◆ **Your assignment**
Find the string "order" in the records and copy each line where it occurs.

◆ **Records supplied**
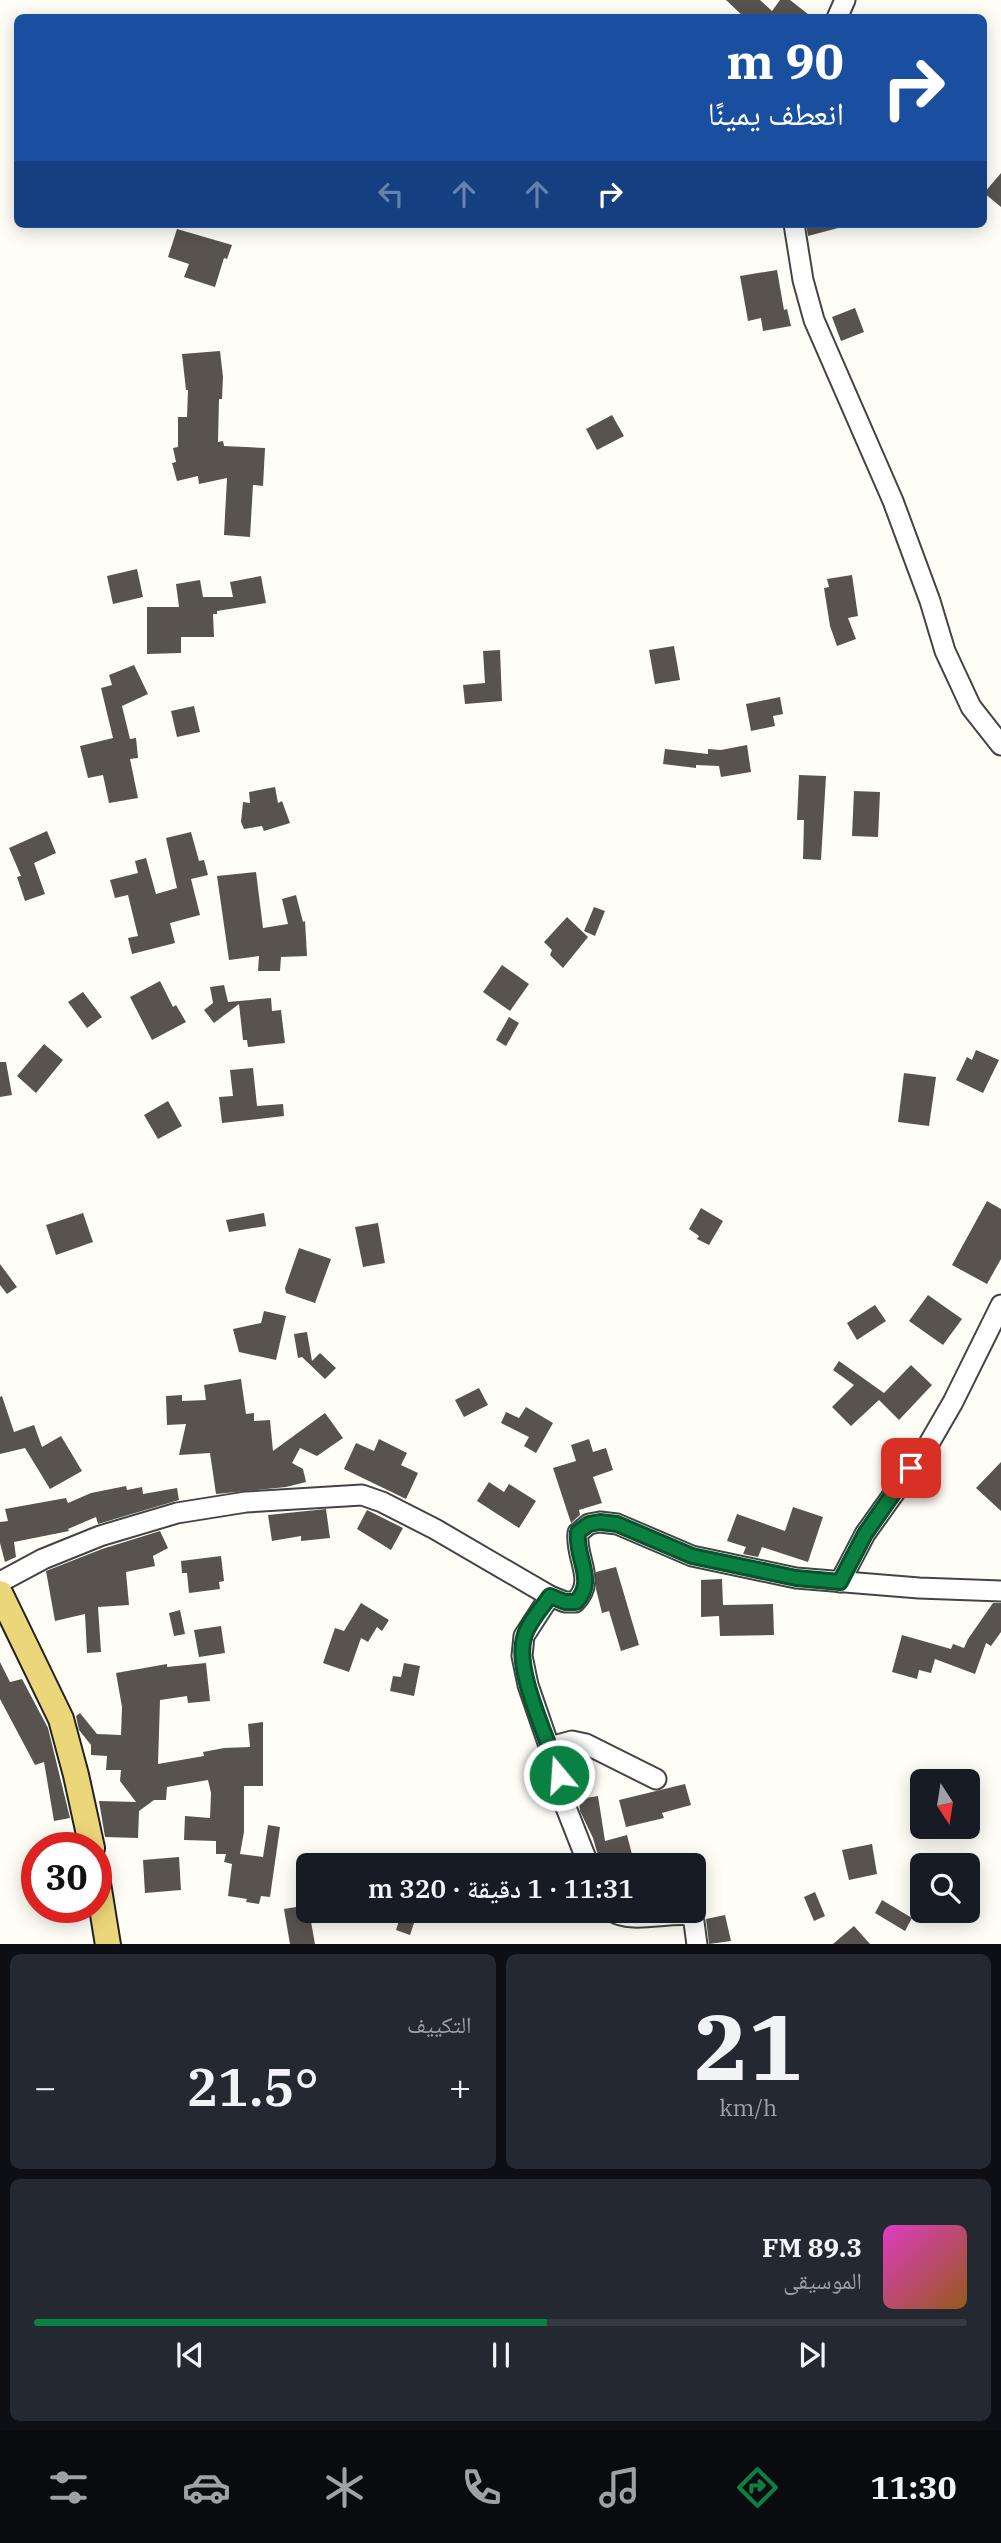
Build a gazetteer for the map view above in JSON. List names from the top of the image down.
{
  "north": "bottom",
  "page": {
    "turn": ["90 m", "انعطف يمينًا"],
    "limit": "30",
    "trip": "11:31 · 1 دقيقة · 320 m",
    "tile": [
      ["21", "km/h"],
      "التكييف"
    ],
    "heat": ["−", "21.5°", "+"],
    "song": ["89.3 FM", "الموسيقى"],
    "tabs": "11:30"
  }
}
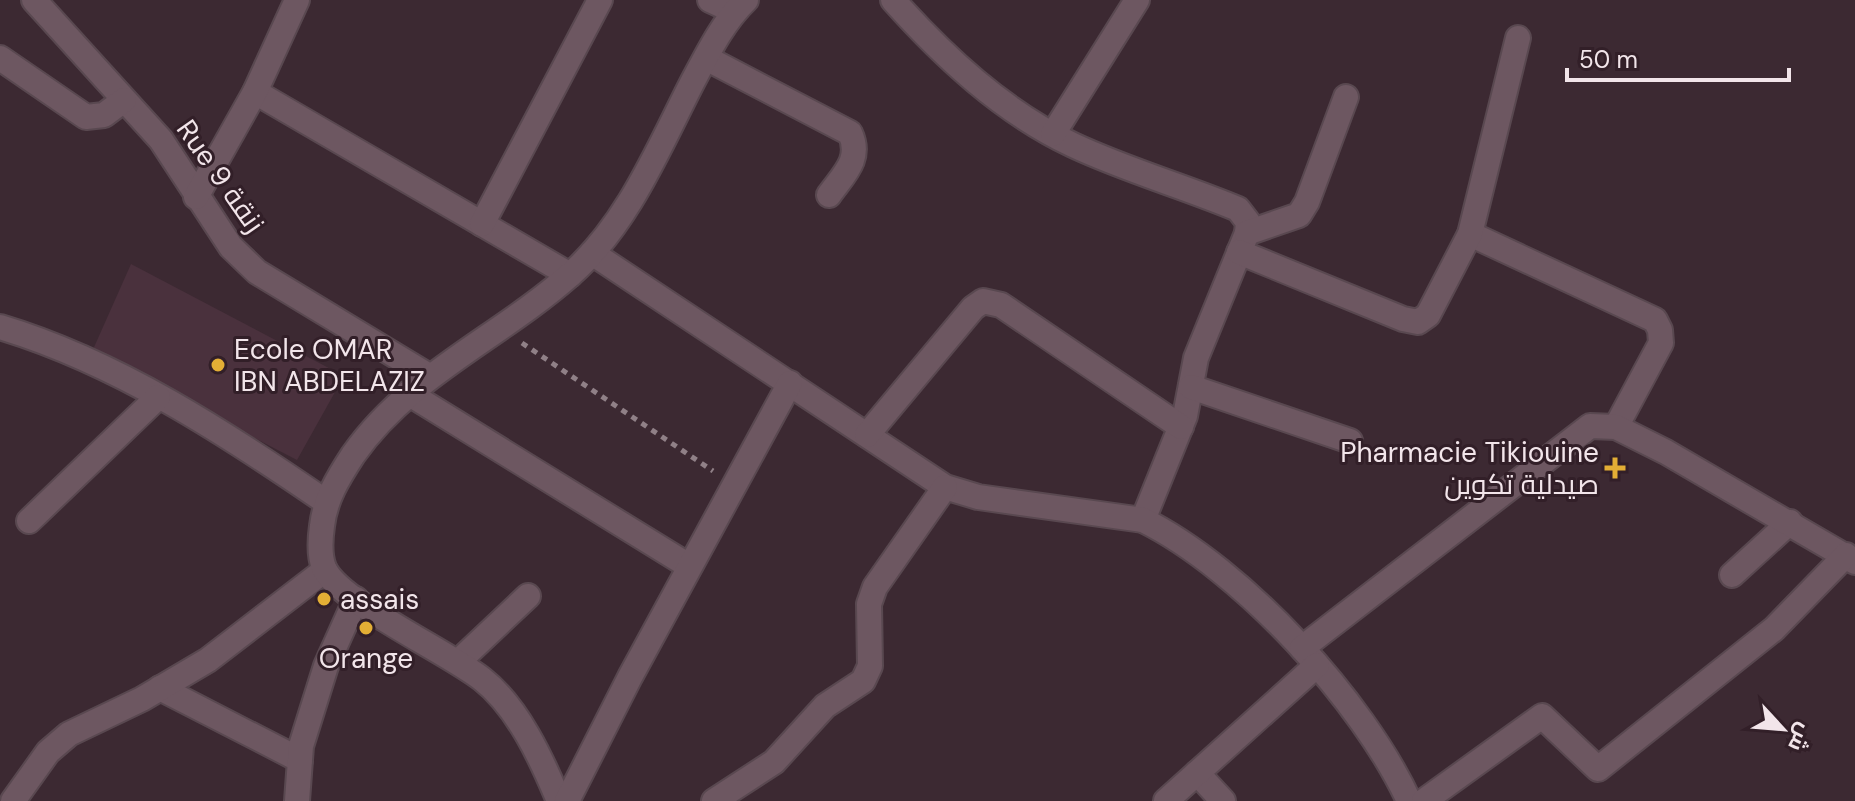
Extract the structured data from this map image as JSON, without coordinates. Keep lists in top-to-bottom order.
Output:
{
  "streets": {
    "street": ["Rue 9 زنقة"]
  },
  "places": {
    "other": ["Ecole OMAR IBN ABDELAZIZ", "assais", "Orange"],
    "health": ["Pharmacie Tikiouine صيدلية تكوين"]
  },
  "scale_bar": "50 m",
  "north": "bottom right"
}
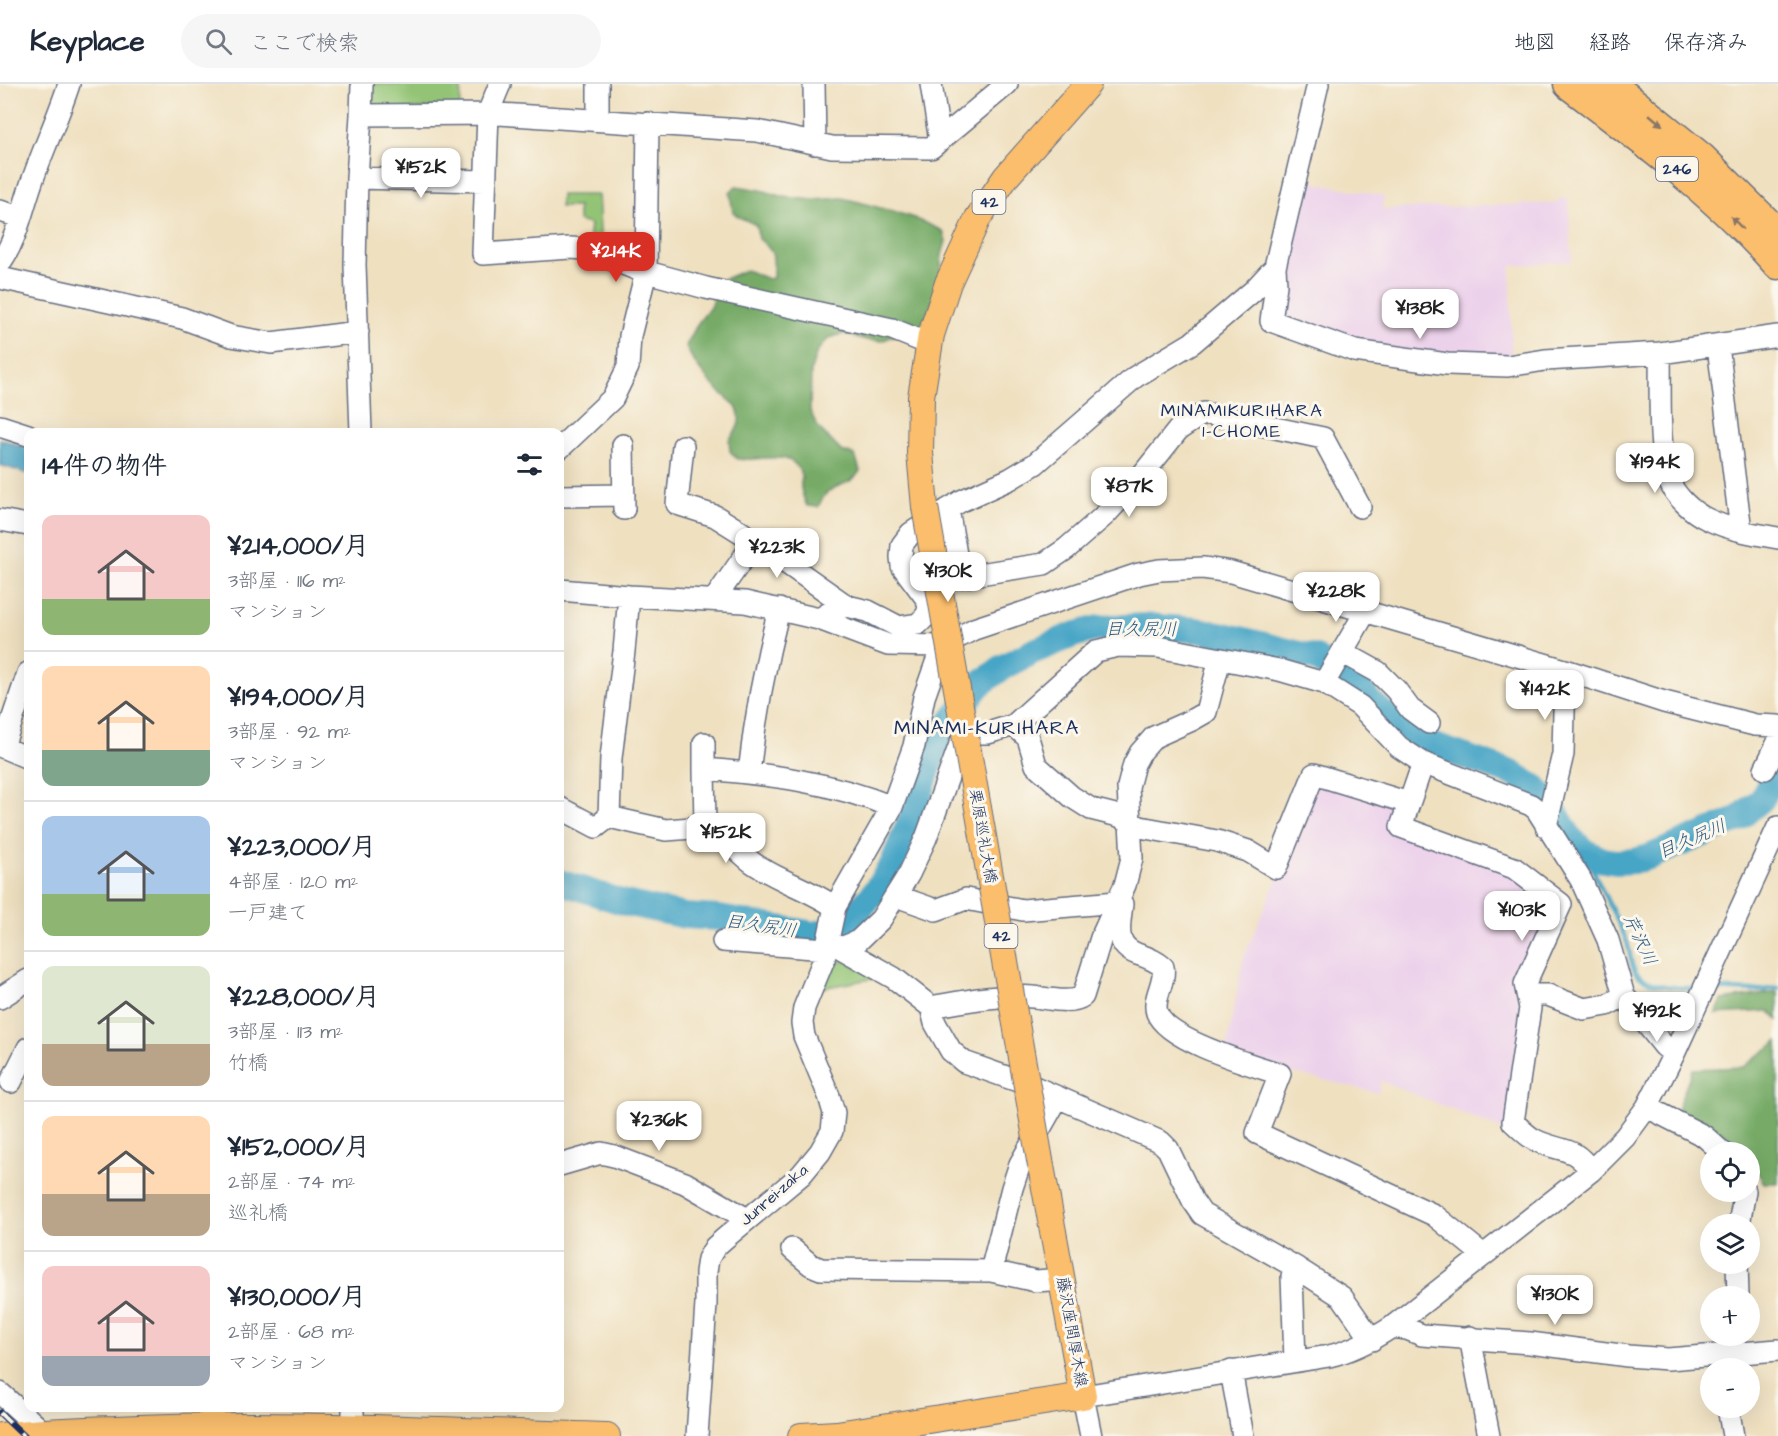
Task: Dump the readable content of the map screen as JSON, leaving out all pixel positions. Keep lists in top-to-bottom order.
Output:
{
  "streets": {
    "highway": ["246"],
    "main road": ["42", "栗原巡礼大橋", "藤沢座間厚木線"],
    "street": ["Junrei-zaka"]
  },
  "crossings": [
    ["42", "栗原巡礼大橋"],
    ["栗原巡礼大橋", "藤沢座間厚木線"]
  ],
  "districts": ["MINAMIKURIHARA 1-CHOME", "MINAMI-KURIHARA"],
  "water": ["目久尻川", "芹沢川"],
  "page": {
    "header": "Keyplace",
    "search": "ここで検索",
    "nav": ["地図", "経路", "保存済み"],
    "price": [
      "¥152K",
      "¥214K",
      "¥138K",
      "¥194K",
      "¥87K",
      "¥223K",
      "¥130K",
      "¥228K",
      "¥142K",
      "¥152K",
      "¥103K",
      "¥192K",
      "¥236K",
      "¥130K"
    ],
    "heading": "14件の物件",
    "list": [
      {
        "name": "¥214,000/月",
        "note": "3部屋 · 116 m² · マンション"
      },
      {
        "name": "¥194,000/月",
        "note": "3部屋 · 92 m² · マンション"
      },
      {
        "name": "¥223,000/月",
        "note": "4部屋 · 120 m² · 一戸建て"
      },
      {
        "name": "¥228,000/月",
        "note": "3部屋 · 113 m² · 竹橋"
      },
      {
        "name": "¥152,000/月",
        "note": "2部屋 · 74 m² · 巡礼橋"
      },
      {
        "name": "¥130,000/月",
        "note": "2部屋 · 68 m² · マンション"
      }
    ],
    "map_buttons": ["+", "−"]
  }
}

◆ **Exercise solution**
Extract the structured data from this map image as JSON, without coordinates. Keep lists in top-to-bottom order.
Task: Dump the readable content of the map screen as JSON, leaving out all pixel positions. Keep lists in top-to-bottom order.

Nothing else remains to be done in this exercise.